Dataset content Start Marker

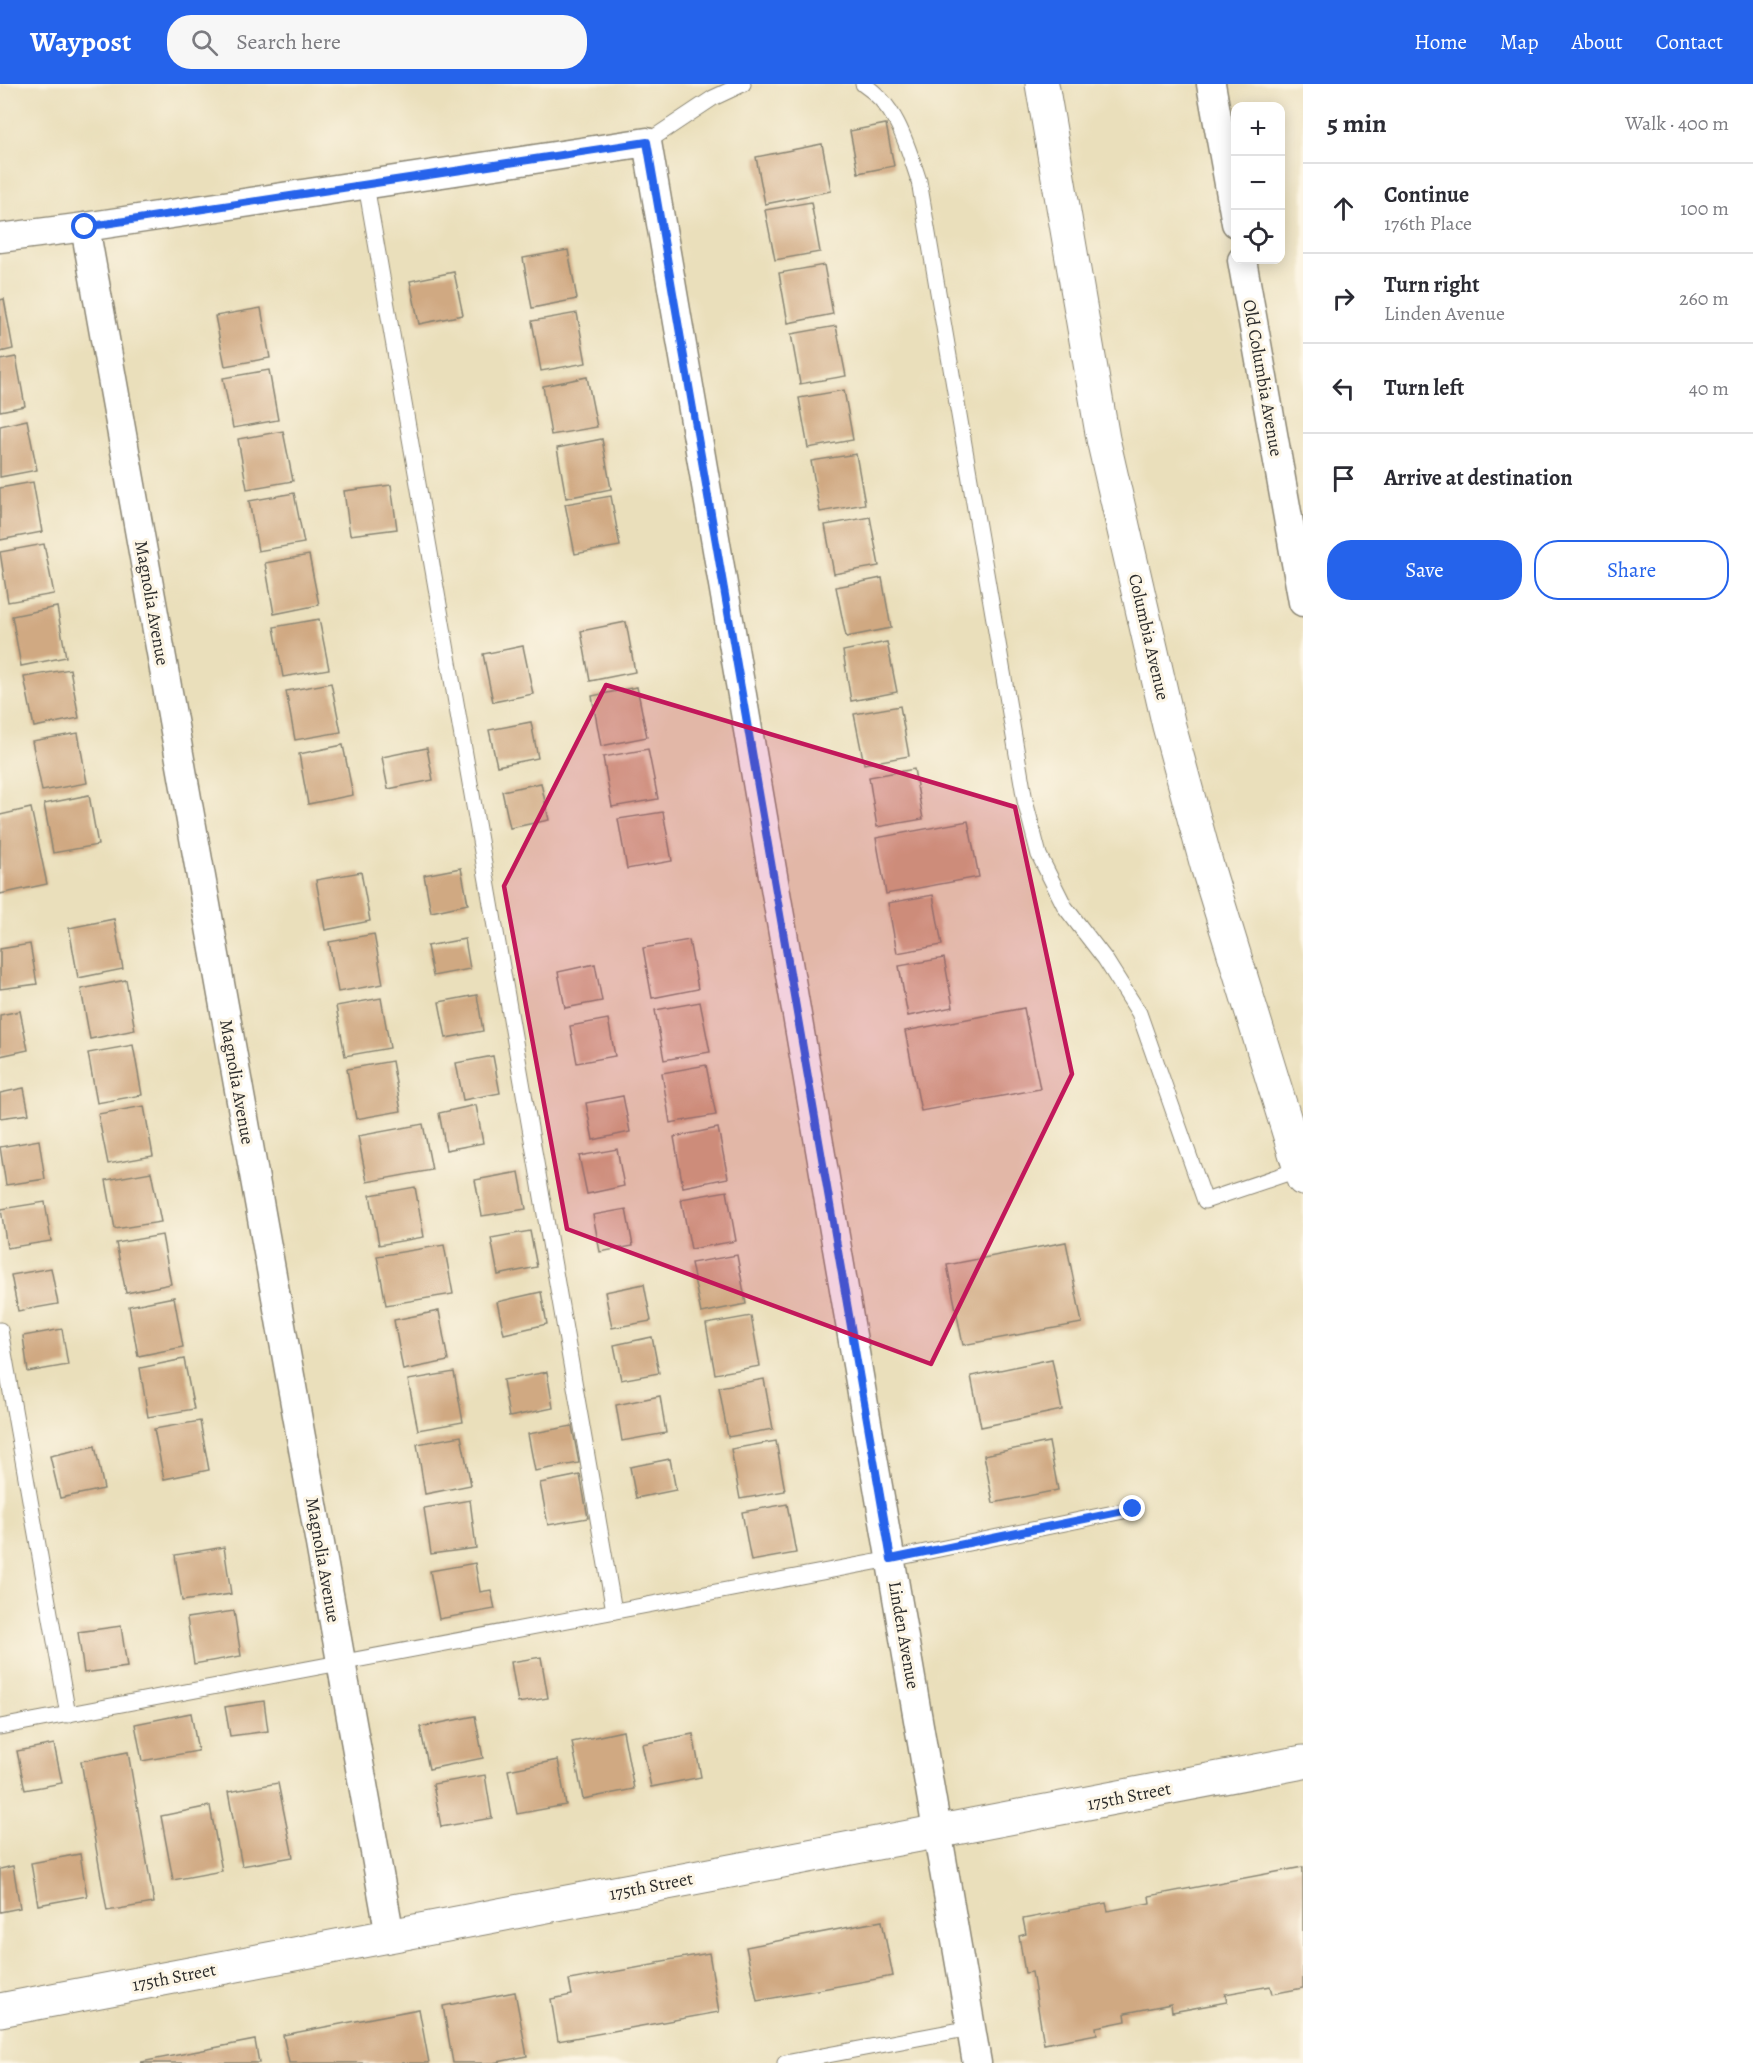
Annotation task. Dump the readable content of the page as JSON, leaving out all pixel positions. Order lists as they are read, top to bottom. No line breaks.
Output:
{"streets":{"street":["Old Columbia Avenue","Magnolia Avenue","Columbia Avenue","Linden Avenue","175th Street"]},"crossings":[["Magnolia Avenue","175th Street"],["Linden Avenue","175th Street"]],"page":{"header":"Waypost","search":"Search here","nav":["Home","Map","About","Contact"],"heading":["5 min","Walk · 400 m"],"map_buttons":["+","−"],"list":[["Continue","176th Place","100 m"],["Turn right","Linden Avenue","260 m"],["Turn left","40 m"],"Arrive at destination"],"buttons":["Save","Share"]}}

Dataset content End Marker

Every line above is to be written out unchanged, with the pictures omitted.

• [Solution to this problem]:
Annotation task. Dump the readable content of the page as JSON, leaving out all pixel positions. Order lists as they are read, top to bottom. No line breaks.
Output:
{"streets":{"street":["Old Columbia Avenue","Magnolia Avenue","Columbia Avenue","Linden Avenue","175th Street"]},"crossings":[["Magnolia Avenue","175th Street"],["Linden Avenue","175th Street"]],"page":{"header":"Waypost","search":"Search here","nav":["Home","Map","About","Contact"],"heading":["5 min","Walk · 400 m"],"map_buttons":["+","−"],"list":[["Continue","176th Place","100 m"],["Turn right","Linden Avenue","260 m"],["Turn left","40 m"],"Arrive at destination"],"buttons":["Save","Share"]}}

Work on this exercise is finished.